Emily shakes her head. “Thank God Jimmy Ladd got suspended.”
“He thought it was some big secret, smoking cigarettes in the bathroom. Ha. He was even dumber than I am. He always reeked.”
“Where’d his mom move?”
“New York. She had a brother there. She was probably hoping he’d whip Jimmy into shape. Like you did me,” I say. I put my head on Emily’s shoulder. “When a tree leans, it rests on its sister.” I sigh. “I am so going to fail.”
“You got that right.” Air-dribbling past us, Chaz gives a thumbs-down. Jerk. As soon as Jimmy left, Chaz spent a year trying to feel me up. Now he tells everyone in our math-for-dummies class that I’m a slut.
“Shut up, you haboob,” I yell. The word tastes as sweet as a sourball in my mouth.
Dear Nawra,
My letter is going to come soon, I swear. I hate this gap. I want to know what you’re doing TODAY (which is May 28—sorry, I always forget to put that). Mom reads everything Save the Girls sends us, so I asked her what’s taking so long. She says Saida Julie flies back to your capital, Khartoum, every month—we measured with fingernails in our world atlas, and it looks about six hundred and fifty miles. Students there who speak English and Arabic do the translations. Good move. Here we can’t even find enough people who speak Arabic to tell the Iraqis we’re sorry, we really just meant to help.

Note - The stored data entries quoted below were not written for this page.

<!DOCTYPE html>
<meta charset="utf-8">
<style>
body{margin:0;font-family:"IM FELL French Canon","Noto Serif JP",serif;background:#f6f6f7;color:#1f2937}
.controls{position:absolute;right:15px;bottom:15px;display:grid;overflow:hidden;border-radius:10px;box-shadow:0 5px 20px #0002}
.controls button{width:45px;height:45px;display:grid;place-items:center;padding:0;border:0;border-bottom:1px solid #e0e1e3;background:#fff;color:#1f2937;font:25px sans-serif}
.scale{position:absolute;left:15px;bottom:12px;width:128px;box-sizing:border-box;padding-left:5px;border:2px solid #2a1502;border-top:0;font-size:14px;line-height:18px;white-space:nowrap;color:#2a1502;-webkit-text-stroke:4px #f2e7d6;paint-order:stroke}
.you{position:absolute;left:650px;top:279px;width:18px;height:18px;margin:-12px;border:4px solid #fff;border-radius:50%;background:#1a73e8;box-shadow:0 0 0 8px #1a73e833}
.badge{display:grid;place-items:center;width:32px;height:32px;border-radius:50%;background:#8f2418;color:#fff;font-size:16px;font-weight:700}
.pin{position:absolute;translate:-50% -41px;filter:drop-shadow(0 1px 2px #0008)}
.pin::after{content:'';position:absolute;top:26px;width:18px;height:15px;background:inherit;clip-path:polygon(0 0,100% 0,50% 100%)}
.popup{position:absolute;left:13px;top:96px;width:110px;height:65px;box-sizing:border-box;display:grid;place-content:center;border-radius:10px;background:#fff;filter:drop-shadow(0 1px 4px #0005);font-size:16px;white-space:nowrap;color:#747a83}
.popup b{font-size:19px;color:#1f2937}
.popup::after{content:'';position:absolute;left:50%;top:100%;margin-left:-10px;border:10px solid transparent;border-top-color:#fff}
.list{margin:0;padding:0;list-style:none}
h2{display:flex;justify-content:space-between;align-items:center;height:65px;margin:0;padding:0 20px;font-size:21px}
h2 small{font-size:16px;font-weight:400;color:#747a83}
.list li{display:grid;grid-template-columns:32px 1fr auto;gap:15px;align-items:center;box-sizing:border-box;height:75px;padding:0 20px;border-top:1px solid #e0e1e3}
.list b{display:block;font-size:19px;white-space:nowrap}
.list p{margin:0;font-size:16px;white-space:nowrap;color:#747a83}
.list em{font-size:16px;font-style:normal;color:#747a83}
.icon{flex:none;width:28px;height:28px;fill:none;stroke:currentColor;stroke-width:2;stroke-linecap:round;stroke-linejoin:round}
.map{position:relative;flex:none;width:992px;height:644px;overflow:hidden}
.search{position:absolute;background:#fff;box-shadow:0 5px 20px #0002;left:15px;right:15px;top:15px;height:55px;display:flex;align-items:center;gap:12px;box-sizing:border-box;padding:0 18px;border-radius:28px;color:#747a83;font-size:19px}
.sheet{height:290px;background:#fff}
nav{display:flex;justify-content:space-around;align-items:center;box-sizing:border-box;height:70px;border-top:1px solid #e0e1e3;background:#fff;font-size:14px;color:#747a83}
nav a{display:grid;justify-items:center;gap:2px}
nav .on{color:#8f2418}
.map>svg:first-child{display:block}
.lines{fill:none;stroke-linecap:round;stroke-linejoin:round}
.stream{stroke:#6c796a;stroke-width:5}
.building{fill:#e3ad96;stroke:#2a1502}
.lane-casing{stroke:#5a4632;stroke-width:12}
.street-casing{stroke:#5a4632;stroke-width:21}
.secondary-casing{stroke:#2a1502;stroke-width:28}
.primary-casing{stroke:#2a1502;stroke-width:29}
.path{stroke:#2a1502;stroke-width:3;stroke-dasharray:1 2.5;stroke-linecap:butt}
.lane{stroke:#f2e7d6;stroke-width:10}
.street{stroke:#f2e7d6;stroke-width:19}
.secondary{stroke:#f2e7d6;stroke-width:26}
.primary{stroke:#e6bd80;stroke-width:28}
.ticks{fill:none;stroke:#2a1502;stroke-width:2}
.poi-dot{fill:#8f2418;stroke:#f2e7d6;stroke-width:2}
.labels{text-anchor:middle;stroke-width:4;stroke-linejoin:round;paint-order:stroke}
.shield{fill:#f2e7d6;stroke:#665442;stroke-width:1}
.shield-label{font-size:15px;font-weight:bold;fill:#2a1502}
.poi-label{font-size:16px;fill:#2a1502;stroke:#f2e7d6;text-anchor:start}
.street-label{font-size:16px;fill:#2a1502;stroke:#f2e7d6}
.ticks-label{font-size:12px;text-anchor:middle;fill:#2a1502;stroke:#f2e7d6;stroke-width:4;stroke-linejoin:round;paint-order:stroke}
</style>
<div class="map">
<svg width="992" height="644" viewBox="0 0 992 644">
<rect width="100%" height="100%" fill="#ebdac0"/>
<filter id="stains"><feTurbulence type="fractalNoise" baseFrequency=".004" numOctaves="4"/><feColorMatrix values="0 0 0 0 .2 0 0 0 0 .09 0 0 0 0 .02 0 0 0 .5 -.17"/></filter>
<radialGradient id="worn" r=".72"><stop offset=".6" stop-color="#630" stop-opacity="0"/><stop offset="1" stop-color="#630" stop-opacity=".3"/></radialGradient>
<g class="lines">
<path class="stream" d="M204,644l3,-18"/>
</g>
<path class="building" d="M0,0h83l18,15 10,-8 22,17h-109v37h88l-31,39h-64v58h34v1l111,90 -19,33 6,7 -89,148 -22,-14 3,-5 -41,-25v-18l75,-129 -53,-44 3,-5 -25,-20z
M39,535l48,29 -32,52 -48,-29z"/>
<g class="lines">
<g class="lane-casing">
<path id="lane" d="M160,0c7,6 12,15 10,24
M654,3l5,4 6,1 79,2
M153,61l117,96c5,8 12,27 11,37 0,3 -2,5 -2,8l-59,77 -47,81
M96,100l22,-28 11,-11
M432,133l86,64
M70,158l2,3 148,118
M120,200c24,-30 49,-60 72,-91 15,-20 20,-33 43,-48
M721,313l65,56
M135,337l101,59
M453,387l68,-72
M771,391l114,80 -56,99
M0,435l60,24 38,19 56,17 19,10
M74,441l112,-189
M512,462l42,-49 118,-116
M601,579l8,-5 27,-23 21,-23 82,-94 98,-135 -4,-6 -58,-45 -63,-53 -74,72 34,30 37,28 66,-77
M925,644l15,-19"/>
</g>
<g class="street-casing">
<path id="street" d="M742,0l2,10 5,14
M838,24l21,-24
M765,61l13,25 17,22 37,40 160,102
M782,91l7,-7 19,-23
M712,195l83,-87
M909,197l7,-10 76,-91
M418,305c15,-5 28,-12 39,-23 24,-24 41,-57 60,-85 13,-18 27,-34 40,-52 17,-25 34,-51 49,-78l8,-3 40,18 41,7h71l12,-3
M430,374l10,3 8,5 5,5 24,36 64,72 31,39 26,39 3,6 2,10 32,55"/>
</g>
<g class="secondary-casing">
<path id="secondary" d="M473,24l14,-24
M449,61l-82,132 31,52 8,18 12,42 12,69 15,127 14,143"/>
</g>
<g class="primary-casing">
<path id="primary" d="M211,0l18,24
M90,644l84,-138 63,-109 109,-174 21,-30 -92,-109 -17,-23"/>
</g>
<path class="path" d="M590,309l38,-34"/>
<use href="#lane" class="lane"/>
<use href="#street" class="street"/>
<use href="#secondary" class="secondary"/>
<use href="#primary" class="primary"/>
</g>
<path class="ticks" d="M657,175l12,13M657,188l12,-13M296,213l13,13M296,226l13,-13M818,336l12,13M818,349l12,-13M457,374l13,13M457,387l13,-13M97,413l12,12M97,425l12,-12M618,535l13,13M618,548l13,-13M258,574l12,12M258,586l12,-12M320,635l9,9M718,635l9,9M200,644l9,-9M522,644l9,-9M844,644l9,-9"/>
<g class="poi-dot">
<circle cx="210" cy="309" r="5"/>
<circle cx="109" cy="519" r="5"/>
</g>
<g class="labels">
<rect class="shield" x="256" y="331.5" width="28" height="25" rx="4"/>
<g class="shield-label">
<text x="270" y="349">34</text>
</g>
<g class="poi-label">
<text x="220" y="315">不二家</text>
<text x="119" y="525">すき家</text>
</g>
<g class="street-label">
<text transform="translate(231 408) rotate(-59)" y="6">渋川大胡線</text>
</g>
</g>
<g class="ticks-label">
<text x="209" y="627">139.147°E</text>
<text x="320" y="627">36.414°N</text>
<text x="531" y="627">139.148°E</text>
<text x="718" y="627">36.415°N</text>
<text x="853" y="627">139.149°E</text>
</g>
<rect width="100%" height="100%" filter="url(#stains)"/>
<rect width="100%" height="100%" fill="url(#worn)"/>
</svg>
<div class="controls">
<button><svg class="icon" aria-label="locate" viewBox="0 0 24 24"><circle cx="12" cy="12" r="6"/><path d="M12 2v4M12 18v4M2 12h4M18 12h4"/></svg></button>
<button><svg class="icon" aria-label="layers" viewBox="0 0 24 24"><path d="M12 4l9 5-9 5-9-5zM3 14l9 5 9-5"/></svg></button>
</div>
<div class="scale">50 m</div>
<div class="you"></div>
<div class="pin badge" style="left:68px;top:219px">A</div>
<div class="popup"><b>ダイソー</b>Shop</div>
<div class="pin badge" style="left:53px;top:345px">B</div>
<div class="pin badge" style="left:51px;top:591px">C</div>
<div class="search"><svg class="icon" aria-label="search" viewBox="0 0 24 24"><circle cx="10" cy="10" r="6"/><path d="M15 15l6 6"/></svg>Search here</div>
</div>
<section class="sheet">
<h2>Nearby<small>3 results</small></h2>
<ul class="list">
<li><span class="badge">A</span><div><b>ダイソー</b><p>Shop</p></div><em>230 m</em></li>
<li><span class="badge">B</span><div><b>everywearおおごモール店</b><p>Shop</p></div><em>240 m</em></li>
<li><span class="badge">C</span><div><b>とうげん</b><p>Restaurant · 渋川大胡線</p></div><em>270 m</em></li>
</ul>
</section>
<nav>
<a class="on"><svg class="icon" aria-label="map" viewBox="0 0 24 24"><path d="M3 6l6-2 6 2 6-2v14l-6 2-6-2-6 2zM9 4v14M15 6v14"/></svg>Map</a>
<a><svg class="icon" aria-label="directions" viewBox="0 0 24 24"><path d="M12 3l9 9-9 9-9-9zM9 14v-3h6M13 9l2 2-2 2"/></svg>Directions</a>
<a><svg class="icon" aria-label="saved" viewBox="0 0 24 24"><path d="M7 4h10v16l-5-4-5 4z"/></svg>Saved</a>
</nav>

Where was I? Mom says I have a mind like a kite; it follows the breeze.
Those haboobs sound awful. My granny lives in Florida, and she sometimes gets hurricanes, but those are wet. The Midwest gets tornadoes, which spin around like some hand blender from hell, picking up cows and cars and people who didn’t make it to the basement. I don’t suppose you’ve ever seen The Wizard of Oz. I showed your letter to Emily, and she said during the Depression a drought hit the Great Plains, where farmers had plowe
d up the grass and roots, so all the loose soil dried up. Then the wind whipped up black blizzards, and so much dust was flying that fish choked to death in streams and some cities had to turn on their streetlights in the middle of the day.
At least I’ll get a Dust Bowl question right on the SOLs. We just took the history and science ones. Speaking of science, you know what happens when you run over a gazillion charcoal briquettes with a car? A lot of black dust, no diamonds, and a flat tire.
I’ll write more later.
Dear Nawra,
I hope you don’t mind a wad of miniletters. Save the Girls limits me to one envelope a month. My mom’s been reading your letters to me, which I hope is okay. She’s better at deciphering the handwriting. Tell Adeeba her Arabic looks really cool! Do you get both letters too—mine and the translator’s?
Do you have a picture you could send me? I’m the one on the left with the glasses and the wavy hair. There’s this ancient song, “Brown-Eyed Girl,” and whenever it comes on the car radio, Dad turns it up really loud and sings along to me.
The blue-eyed girl next to me is Emily. We’ve been friends since second grade—well, my second second grade. She was the only good thing about getting left back. Isn’t her face a perfect heart? It doesn’t seem fair that someone can be so smart and so pretty at the same time, but Emily complains that people always take her for a dumb blonde. I’m the smart brunette because of the glasses. Ha. At least Emily gets lots of cavities.
Love, K. C.
Nawra
JUNE 2008
“You must take care of your health, Nawra, now more than ever,” Saida Julie says. Her hands hold my hands, and their warmth brings my tears.
Adeeba says, “This crazy girl spends her money on everyone but herself. She gives away demuria cloth as if she were queen of the land of cotton.”
Adeeba has no shame. Adeeba tells me I am too shy, but she is not shy enough.